## [Your task]
Using the records below, report how many lines include "labels", and give no more than the number.

## [Source material]
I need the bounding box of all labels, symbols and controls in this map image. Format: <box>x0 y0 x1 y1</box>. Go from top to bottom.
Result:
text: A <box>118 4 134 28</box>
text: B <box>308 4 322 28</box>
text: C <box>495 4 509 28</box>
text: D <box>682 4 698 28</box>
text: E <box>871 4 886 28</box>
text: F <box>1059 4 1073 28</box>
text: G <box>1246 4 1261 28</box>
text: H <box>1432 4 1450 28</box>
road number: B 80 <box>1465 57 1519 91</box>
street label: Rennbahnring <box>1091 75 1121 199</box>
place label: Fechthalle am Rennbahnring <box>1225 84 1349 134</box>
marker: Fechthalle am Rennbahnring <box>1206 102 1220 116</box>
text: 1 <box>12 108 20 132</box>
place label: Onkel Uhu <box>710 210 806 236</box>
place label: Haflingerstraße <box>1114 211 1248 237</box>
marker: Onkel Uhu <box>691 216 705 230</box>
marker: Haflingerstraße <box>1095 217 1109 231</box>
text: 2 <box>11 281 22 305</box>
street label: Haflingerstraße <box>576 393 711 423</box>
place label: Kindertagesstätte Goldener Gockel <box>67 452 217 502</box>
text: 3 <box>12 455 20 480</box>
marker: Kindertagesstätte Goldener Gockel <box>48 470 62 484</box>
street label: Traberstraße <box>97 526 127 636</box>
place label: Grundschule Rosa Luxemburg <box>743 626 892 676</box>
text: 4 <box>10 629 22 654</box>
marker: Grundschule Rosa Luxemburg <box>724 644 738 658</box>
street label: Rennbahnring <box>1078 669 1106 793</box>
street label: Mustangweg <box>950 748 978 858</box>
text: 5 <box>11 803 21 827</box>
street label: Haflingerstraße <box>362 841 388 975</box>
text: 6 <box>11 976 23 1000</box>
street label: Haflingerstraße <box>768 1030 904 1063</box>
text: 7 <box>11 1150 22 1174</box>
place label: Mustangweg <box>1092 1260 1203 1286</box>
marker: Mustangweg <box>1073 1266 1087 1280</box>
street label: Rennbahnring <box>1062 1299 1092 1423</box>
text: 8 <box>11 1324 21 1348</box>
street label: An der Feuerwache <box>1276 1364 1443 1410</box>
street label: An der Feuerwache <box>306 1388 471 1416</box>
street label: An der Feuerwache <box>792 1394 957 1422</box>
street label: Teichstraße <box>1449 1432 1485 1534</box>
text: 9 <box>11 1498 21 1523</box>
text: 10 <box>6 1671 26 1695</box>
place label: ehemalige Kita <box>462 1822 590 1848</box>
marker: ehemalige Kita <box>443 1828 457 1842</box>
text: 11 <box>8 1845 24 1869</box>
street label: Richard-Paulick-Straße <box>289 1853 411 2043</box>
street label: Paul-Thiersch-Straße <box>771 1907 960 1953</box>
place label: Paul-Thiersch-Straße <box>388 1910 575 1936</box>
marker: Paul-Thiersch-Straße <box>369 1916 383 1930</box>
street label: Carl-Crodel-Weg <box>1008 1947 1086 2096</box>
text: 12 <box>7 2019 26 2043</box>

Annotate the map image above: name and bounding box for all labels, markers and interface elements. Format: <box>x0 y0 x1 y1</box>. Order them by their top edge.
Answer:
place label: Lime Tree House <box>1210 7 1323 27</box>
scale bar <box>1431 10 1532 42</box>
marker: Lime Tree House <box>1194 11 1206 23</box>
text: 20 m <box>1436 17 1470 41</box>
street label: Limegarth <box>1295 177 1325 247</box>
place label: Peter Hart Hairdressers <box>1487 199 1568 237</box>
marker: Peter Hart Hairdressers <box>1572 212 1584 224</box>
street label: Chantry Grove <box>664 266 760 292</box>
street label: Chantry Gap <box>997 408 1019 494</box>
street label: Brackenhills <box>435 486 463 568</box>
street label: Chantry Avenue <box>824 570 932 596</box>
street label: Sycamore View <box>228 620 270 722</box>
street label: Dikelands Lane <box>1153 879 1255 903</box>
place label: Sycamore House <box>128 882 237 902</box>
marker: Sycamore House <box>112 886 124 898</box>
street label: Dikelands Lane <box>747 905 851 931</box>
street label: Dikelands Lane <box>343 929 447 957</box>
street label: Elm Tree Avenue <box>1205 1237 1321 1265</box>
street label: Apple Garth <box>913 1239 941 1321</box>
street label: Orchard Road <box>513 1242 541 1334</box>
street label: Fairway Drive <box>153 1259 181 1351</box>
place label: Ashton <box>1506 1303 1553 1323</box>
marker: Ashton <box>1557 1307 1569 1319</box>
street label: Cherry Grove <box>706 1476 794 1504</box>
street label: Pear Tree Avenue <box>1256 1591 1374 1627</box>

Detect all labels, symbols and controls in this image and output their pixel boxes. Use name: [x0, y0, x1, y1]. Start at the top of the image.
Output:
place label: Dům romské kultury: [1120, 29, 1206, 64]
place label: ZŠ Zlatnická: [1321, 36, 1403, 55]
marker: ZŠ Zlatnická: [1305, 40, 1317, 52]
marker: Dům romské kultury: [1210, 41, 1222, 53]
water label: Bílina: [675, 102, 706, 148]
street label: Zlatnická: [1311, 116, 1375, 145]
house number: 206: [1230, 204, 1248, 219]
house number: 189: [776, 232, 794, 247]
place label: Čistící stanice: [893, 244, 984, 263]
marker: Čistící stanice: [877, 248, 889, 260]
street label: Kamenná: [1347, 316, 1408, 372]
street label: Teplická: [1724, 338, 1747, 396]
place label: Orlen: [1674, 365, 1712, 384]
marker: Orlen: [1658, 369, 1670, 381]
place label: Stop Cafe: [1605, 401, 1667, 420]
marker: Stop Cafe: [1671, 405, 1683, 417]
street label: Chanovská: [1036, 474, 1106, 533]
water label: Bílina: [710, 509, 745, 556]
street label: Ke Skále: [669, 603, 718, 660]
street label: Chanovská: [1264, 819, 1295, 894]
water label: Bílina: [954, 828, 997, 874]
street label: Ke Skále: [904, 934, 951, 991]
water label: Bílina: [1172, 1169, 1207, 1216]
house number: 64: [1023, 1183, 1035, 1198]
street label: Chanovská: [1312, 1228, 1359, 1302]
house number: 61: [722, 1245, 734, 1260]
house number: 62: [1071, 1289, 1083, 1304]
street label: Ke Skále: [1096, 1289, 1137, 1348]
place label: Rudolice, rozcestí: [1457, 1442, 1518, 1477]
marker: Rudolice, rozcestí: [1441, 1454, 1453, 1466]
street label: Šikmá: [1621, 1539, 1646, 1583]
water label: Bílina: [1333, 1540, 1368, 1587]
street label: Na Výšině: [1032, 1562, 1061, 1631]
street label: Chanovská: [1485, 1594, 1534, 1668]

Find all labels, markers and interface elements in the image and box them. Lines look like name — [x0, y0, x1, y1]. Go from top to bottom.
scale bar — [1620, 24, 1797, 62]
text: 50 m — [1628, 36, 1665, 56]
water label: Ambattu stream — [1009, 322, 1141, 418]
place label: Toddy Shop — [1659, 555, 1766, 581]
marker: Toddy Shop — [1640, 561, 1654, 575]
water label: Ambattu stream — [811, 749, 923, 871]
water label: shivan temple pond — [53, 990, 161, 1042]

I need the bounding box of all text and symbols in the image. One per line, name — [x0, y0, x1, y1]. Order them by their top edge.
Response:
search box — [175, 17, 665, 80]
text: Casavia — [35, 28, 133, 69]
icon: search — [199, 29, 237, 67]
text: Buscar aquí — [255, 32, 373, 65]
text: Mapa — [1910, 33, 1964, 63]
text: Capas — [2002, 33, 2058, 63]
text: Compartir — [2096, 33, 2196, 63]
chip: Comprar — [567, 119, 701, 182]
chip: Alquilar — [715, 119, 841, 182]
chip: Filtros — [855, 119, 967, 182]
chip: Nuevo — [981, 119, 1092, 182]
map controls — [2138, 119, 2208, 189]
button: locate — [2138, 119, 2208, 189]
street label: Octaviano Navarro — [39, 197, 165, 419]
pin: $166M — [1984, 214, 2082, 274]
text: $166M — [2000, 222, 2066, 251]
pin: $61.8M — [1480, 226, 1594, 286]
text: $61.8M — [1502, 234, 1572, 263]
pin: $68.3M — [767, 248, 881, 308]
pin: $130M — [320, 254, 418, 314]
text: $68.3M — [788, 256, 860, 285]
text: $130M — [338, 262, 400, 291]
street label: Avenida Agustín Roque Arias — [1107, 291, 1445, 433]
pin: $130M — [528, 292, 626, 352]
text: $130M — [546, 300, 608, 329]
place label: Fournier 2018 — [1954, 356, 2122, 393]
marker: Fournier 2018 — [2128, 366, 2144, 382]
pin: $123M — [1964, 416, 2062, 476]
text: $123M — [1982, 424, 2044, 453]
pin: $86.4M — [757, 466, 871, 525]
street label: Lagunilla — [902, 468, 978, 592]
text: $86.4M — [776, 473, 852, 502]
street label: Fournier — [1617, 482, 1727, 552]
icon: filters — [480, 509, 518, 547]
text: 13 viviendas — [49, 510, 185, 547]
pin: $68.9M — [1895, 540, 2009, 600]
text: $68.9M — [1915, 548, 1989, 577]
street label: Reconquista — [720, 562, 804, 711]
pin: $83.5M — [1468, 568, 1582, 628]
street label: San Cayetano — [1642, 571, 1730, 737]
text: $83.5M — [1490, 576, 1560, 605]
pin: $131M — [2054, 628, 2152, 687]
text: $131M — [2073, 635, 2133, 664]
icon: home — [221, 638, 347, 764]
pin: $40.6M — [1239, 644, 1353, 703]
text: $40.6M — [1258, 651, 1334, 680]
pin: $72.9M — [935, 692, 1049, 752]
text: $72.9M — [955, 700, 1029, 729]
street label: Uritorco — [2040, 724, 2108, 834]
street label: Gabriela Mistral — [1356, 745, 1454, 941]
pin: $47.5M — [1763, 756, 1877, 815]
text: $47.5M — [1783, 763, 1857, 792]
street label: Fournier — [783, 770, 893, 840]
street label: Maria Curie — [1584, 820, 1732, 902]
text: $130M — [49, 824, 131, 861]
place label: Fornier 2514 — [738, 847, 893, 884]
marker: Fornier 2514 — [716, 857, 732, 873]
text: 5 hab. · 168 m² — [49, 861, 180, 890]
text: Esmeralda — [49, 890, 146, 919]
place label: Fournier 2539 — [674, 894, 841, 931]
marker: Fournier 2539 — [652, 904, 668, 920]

## [Exercise answer]
4